Hacker News new | ask | show | jobs
by tdonovic 1175 days ago
This is a very US centric way of looking at this. Currently sitting in a packed subway carriage in Busan, South Korea. There are carrier WIFI APs installed in every carriage. Their network is literally built to offload people onto wifi where possible, I presume to reduce congestion on not much or very directional spectrum in the tunnels. In this case, it makes perfect sense to push people onto their wifi. Not connecting to your own networks preferentially is a pita though. Seems like a really neat solution imo
8 comments

I think most Americans on here are concerned that if they're at home, and their neighbor has a carrier sponsored wifi hotspot, then their phone may prefer the neighbors hotspot to their own home network. Things like this could disrupt talking to local devices (airplay, homeassistant, etc).
Sort of. I can understand offloading to WiFi. I cannot understand preferring carrier WiFi hotspots over my own.
I live in Japan and first noticed this "feature" when I'd lose connection as every time I'd walk past a FamilyMart convenience store (which you can find every 3 blocks or so) it would connect to "0000docomo" and then immediately lose connection as I kept walking. Although in my case, disabling auto-join works fine.

Why would they install WiFi repeaters and not just 4G/5G microcells on the trains?

I suspect cell site density and that Wi-Fi infra doesn’t require the same regulatory permissions as a microcell.
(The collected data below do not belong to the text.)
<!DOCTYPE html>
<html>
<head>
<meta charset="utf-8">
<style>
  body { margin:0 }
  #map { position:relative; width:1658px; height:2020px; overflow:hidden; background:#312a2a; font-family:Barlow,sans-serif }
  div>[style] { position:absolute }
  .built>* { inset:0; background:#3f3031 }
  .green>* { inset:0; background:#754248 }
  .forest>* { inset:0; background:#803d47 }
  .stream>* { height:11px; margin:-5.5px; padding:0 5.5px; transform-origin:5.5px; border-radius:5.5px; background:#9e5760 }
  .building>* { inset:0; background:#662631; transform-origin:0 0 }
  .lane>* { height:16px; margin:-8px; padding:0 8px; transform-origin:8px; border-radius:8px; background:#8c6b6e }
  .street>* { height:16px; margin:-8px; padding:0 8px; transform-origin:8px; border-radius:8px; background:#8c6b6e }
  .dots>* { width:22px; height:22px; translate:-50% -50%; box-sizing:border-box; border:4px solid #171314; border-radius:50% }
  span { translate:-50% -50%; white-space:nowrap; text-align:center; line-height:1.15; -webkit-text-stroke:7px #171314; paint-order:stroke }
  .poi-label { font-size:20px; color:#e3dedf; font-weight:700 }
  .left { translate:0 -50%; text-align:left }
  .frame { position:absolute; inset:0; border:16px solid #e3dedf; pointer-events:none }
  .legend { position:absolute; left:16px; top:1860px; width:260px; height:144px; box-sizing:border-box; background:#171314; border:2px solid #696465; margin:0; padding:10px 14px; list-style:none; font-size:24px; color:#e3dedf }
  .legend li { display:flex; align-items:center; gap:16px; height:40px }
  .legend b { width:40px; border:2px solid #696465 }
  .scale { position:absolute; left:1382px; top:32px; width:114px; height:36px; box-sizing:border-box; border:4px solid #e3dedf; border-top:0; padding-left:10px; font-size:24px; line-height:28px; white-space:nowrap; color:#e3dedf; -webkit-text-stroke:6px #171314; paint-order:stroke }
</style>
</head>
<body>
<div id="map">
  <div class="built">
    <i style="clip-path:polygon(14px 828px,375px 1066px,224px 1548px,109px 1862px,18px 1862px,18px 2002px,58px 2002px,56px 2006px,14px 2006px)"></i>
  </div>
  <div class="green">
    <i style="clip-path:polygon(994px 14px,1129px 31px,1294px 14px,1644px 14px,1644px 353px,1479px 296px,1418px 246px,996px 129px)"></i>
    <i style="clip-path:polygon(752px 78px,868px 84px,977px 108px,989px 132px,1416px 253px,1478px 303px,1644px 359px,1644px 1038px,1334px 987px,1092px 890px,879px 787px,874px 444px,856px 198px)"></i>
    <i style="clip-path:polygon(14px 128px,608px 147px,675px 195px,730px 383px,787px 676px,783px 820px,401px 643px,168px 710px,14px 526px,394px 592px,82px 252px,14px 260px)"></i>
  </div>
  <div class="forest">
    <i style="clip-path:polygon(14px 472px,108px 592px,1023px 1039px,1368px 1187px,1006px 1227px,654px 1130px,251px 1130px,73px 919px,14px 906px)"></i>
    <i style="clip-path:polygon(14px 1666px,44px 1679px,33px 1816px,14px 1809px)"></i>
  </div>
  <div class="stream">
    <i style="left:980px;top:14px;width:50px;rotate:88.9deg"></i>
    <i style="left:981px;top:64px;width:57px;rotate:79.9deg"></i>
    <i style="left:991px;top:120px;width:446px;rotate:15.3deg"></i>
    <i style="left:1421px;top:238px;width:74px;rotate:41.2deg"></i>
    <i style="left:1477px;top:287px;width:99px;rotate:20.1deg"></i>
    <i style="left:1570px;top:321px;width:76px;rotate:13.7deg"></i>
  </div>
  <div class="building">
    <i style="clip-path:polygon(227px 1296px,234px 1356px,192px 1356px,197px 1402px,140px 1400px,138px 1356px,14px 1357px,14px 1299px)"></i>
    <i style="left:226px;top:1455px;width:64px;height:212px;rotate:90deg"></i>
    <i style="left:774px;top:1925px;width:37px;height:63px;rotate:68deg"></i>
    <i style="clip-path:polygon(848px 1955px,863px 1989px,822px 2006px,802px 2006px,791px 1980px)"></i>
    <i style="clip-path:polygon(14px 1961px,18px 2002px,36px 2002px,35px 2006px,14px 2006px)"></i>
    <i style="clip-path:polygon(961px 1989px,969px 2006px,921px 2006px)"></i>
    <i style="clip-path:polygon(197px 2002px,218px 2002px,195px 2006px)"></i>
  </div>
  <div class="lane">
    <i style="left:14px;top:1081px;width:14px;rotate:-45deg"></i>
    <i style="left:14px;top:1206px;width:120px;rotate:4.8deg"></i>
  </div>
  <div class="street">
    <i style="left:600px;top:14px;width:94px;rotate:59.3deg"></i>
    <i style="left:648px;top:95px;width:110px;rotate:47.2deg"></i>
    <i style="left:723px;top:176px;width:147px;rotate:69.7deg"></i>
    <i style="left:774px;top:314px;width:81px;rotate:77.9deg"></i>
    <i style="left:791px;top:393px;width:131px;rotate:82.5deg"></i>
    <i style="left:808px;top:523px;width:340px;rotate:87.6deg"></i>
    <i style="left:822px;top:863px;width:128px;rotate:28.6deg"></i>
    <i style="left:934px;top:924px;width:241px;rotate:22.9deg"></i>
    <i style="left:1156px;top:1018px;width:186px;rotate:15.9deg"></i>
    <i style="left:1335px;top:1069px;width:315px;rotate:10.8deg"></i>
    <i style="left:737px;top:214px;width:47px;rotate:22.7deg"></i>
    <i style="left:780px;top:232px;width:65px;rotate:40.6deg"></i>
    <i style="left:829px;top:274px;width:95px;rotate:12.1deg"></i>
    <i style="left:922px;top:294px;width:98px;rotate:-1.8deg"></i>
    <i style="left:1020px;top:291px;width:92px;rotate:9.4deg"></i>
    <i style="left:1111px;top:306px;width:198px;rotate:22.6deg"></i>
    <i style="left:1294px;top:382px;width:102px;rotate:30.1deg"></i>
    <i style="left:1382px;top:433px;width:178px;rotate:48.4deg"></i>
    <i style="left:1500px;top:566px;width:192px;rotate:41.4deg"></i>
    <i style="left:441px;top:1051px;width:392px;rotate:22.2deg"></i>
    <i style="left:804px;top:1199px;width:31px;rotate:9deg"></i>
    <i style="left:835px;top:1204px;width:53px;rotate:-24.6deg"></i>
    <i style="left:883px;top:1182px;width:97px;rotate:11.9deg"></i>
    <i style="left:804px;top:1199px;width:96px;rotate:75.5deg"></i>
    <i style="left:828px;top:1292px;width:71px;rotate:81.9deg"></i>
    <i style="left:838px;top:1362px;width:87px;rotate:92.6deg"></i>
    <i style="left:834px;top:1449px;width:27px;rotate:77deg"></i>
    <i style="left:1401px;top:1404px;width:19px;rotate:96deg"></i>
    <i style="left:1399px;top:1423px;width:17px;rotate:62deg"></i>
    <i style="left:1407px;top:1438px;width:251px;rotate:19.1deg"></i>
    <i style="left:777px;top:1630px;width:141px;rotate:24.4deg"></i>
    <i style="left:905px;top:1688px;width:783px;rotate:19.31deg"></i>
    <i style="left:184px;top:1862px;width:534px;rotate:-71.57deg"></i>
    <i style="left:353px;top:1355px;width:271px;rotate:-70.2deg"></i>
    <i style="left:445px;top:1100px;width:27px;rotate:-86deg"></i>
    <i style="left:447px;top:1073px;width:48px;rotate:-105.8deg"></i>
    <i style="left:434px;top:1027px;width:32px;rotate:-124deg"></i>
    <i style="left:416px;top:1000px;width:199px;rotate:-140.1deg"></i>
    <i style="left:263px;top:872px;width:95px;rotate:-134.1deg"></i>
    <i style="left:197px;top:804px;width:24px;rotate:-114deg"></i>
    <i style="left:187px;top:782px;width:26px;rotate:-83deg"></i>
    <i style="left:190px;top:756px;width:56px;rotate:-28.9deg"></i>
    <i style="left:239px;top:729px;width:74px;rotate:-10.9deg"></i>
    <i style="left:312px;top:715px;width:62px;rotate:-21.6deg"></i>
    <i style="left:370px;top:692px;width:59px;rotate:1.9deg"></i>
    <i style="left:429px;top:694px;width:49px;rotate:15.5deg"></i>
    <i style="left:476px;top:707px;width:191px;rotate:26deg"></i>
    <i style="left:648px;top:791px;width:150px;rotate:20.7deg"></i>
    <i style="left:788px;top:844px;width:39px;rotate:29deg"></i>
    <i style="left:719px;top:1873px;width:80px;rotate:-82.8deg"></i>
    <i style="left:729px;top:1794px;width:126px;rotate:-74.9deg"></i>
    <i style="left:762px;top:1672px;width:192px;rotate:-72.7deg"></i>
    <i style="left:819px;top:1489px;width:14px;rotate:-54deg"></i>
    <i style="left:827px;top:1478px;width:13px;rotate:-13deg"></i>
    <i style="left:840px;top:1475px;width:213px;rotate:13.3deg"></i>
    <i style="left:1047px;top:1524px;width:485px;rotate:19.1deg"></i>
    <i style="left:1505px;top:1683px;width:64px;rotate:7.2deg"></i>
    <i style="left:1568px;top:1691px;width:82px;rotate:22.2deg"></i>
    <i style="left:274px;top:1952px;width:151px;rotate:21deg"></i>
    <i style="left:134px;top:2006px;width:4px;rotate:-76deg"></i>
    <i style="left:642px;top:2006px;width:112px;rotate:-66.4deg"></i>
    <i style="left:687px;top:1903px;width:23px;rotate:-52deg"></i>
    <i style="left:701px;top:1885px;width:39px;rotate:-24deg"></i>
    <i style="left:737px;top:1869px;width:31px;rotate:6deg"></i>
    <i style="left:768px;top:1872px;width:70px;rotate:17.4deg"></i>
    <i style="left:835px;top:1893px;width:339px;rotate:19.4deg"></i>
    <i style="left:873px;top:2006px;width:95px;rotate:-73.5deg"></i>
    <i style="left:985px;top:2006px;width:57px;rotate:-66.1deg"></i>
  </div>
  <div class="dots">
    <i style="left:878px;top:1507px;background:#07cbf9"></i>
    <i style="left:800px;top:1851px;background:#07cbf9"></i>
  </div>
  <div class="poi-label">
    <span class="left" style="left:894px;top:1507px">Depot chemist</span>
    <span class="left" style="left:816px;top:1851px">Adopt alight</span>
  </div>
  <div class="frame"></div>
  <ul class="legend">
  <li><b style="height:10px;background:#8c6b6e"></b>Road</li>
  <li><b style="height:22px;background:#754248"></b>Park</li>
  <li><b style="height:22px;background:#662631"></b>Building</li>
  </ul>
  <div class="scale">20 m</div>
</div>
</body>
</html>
Wi-Fi is unlicensed.
Yeah I guess there may not be a regulatory framework for ambulatory cells
Cost seems like the most likely answer
Fair criticism. But can you defend blocking the user from manually disabling these networks?
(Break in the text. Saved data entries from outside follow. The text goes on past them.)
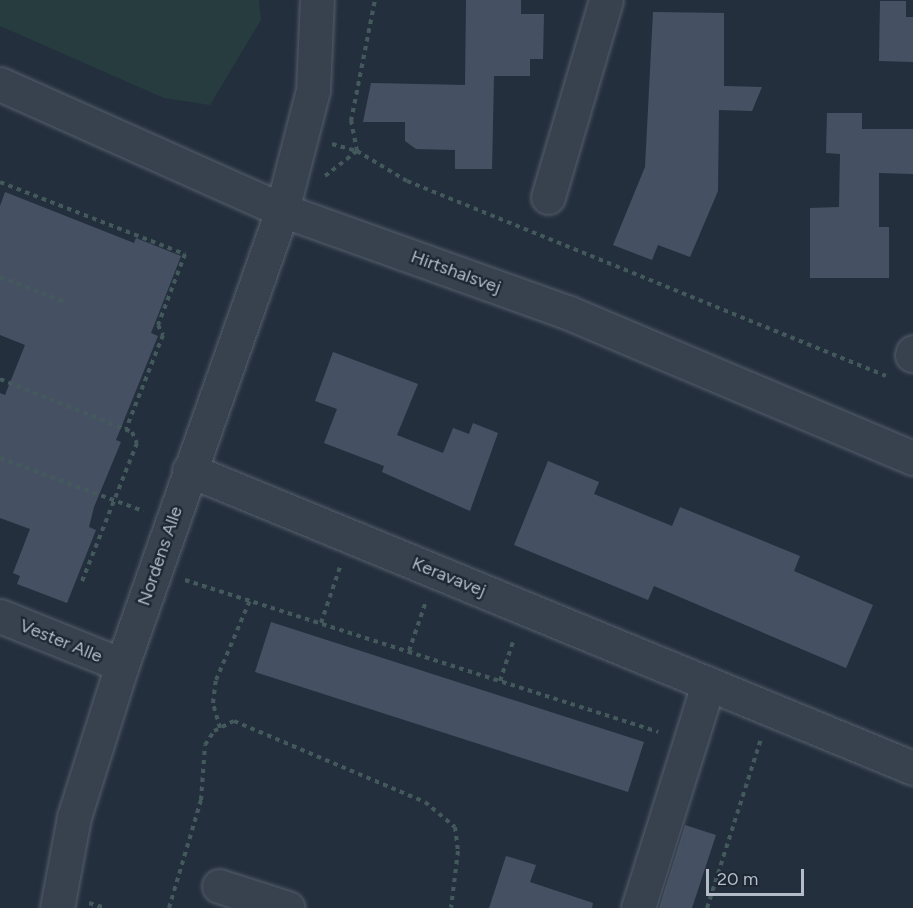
<!DOCTYPE html>
<style>
body{margin:0}
#map{position:relative;width:913px;height:908px;overflow:hidden;background:#242f3e;font-family:Figtree,sans-serif}
div>[style]{position:absolute}
.green>*{inset:0;background:#263c3f}
.building>*{inset:0;background:#455162}
.path>*{height:4px;margin-top:-2px;transform-origin:0;background:repeating-linear-gradient(90deg,#44595c 0 4.5px,transparent 0 9px)}
.roads{filter:drop-shadow(0 0 2px #565f6c) drop-shadow(0 0 2px #565f6c)}
.minor>*{height:33px;margin:-16.5px;padding:0 16.5px;transform-origin:16.5px;border-radius:16.5px;background:#38414e}
span{translate:-50% -50%;white-space:nowrap;text-align:center;line-height:1.15;-webkit-text-stroke:4.5px #1d2633;paint-order:stroke}
.street-label{font-size:18px;color:#b4bcc9}
.scale{position:absolute;left:706px;top:869px;width:98px;height:27px;box-sizing:border-box;border:3px solid #b4bcc9;border-top:0;padding-left:8px;font-size:18px;line-height:21px;white-space:nowrap;color:#b4bcc9;-webkit-text-stroke:4px #1d2633;paint-order:stroke}
</style>
<div id="map">
<div class="green">
<div style="clip-path:polygon(0 0,259px 0,261px 20px,210px 105px,164px 98px,0 26px)"></div>
</div>
<div class="building">
<div style="clip-path:polygon(466px 0,521px 0,521px 14px,544px 14px,543px 59px,530px 59px,530px 76px,494px 76px,492px 169px,455px 169px,455px 150px,416px 149px,405px 141px,405px 122px,363px 122px,371px 83px,465px 85px)"></div>
<div style="clip-path:polygon(880px 1px,906px 1px,906px 17px,913px 17px,913px 62px,879px 61px)"></div>
<div style="clip-path:polygon(653px 12px,724px 13px,724px 86px,762px 87px,752px 111px,719px 110px,718px 191px,690px 257px,658px 245px,652px 260px,613px 245px,645px 167px)"></div>
<div style="clip-path:polygon(827px 113px,862px 113px,862px 129px,913px 129px,913px 174px,879px 173px,879px 227px,889px 227px,889px 278px,810px 278px,810px 208px,839px 207px,840px 154px,826px 153px)"></div>
<div style="clip-path:polygon(5px 192px,134px 243px,136px 238px,181px 256px,151px 333px,158px 336px,116px 440px,121px 442px,94px 507px,89px 527px,96px 530px,67px 603px,17px 584px,20px 576px,13px 573px,30px 529px,0 518px,0 393px,5px 395px,25px 345px,0 335px,0 206px)"></div>
<div style="clip-path:polygon(333px 352px,418px 384px,397px 435px,443px 453px,453px 428px,469px 434px,473px 423px,498px 433px,470px 511px,382px 472px,384px 466px,324px 443px,337px 409px,315px 401px)"></div>
<div style="clip-path:polygon(548px 461px,599px 482px,594px 494px,672px 526px,680px 507px,800px 556px,794px 571px,873px 605px,846px 668px,654px 586px,648px 600px,514px 545px)"></div>
<div style="clip-path:polygon(271px 622px,644px 742px,628px 792px,255px 672px)"></div>
<div style="clip-path:polygon(685px 825px,716px 835px,692px 908px,659px 908px)"></div>
<div style="clip-path:polygon(506px 856px,536px 865px,530px 882px,593px 903px,592px 908px,489px 908px)"></div>
</div>
<div class="path">
<div style="left:332px;top:144px;width:26px;rotate:16deg"></div>
<div style="left:357px;top:151px;width:58px;rotate:31deg"></div>
<div style="left:407px;top:181px;width:517px;rotate:22.15deg"></div>
<div style="left:325px;top:176px;width:41px;rotate:-38deg"></div>
<div style="left:357px;top:151px;width:31px;rotate:-101deg"></div>
<div style="left:351px;top:121px;width:123px;rotate:-78.8deg"></div>
<div style="left:0;top:182px;width:199px;rotate:21.3deg"></div>
<div style="left:185px;top:254px;width:76px;rotate:110.8deg"></div>
<div style="left:158px;top:325px;width:11px;rotate:63deg"></div>
<div style="left:163px;top:335px;width:101px;rotate:111.5deg"></div>
<div style="left:0;top:277px;width:70px;rotate:21deg"></div>
<div style="left:0;top:379px;width:142px;rotate:21.9deg"></div>
<div style="left:132px;top:432px;width:12px;rotate:66deg"></div>
<div style="left:137px;top:443px;width:152px;rotate:111.7deg"></div>
<div style="left:0;top:458px;width:153px;rotate:20.3deg"></div>
<div style="left:185px;top:580px;width:497px;rotate:17.8deg"></div>
<div style="left:321px;top:623px;width:59px;rotate:-71.3deg"></div>
<div style="left:409px;top:651px;width:53px;rotate:-71.2deg"></div>
<div style="left:500px;top:681px;width:44px;rotate:-71.6deg"></div>
<div style="left:220px;top:728px;width:26px;rotate:-106deg"></div>
<div style="left:213px;top:703px;width:23px;rotate:-83deg"></div>
<div style="left:216px;top:680px;width:87px;rotate:-67deg"></div>
<div style="left:89px;top:903px;width:17px;rotate:17deg"></div>
<div style="left:169px;top:908px;width:113px;rotate:-73.5deg"></div>
<div style="left:201px;top:800px;width:55px;rotate:-85.8deg"></div>
<div style="left:205px;top:745px;width:17px;rotate:-57deg"></div>
<div style="left:214px;top:731px;width:22px;rotate:-27deg"></div>
<div style="left:234px;top:721px;width:207px;rotate:23deg"></div>
<div style="left:425px;top:802px;width:39px;rotate:40deg"></div>
<div style="left:455px;top:827px;width:24px;rotate:83deg"></div>
<div style="left:458px;top:851px;width:57px;rotate:97deg"></div>
<div style="left:707px;top:908px;width:177px;rotate:-72.3deg"></div>
</div>
<div class="roads">
<div class="minor">
<div style="left:0;top:84px;width:309px;rotate:24.1deg"></div>
<div style="left:282px;top:210px;width:303px;rotate:19.7deg"></div>
<div style="left:567px;top:312px;width:376px;rotate:22.9deg"></div>
<div style="left:548px;top:197px;width:205px;rotate:-73.6deg"></div>
<div style="left:912px;top:355px;width:3px;rotate:-72deg"></div>
<div style="left:189px;top:470px;width:783px;rotate:22.37deg"></div>
<div style="left:0;top:616px;width:131px;rotate:21.9deg"></div>
<div style="left:219px;top:886px;width:72px;rotate:17.7deg"></div>
<div style="left:57px;top:908px;width:93px;rotate:-79.4deg"></div>
<div style="left:74px;top:817px;width:159px;rotate:-72.5deg"></div>
<div style="left:122px;top:665px;width:482px;rotate:-70.6deg"></div>
<div style="left:282px;top:210px;width:124px;rotate:-75.5deg"></div>
<div style="left:313px;top:90px;width:90px;rotate:-87.5deg"></div>
<div style="left:638px;top:908px;width:235px;rotate:-72.6deg"></div>
</div>
</div>
<div class="street-label">
<span style="left:456px;top:272px;rotate:20deg">Hirtshalsvej</span>
<span style="left:160px;top:556px;rotate:-71deg">Nordens Alle</span>
<span style="left:449px;top:577px;rotate:22deg">Keravavej</span>
<span style="left:61px;top:641px;rotate:22deg">Vester Alle</span>
</div>
<div class="scale">20 m</div>
</div>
I’d understand if I got a pop up saying “add these networks for the best experience”, I accepted them, etc.

I would have (upon detecting this problem) just removed them and gone about my day.

The problem here is that you are forced to use them with no opt-in and no way to disable it.

Why can't I remove the network from my phone then?

Makes "perfect" sense.

I can see how it can be a very useful feature – but why not let users decide if they want to keep enjoying it, or opt out of it for whatever reason? I can think of many valid ones.
I wish they’d install this in elevators here, too.
My office building‘s elevators have 5G signal, which makes much more sense as it avoids a hard handover between SSIDs/networks (or Wi-Fi and mobile data), which in turn has a much higher chance of not dropping calls.
I’d accept either, relative to what I have today, which is nothing.
If apple wants to add a second wifi radio to handle carrier offloading, and having it treat this second wifi radio as a cellular radio by another medium, sure.

but I should have fullllllllllllllllll fucking control over what wifi network my device connects to.

The fact it can connect to mobile data is only 10% of the device, and i don't see why connecting to a carriers mobile network should grant that carrier the ability to edit user settings like what wifi networks its allowed to connect to.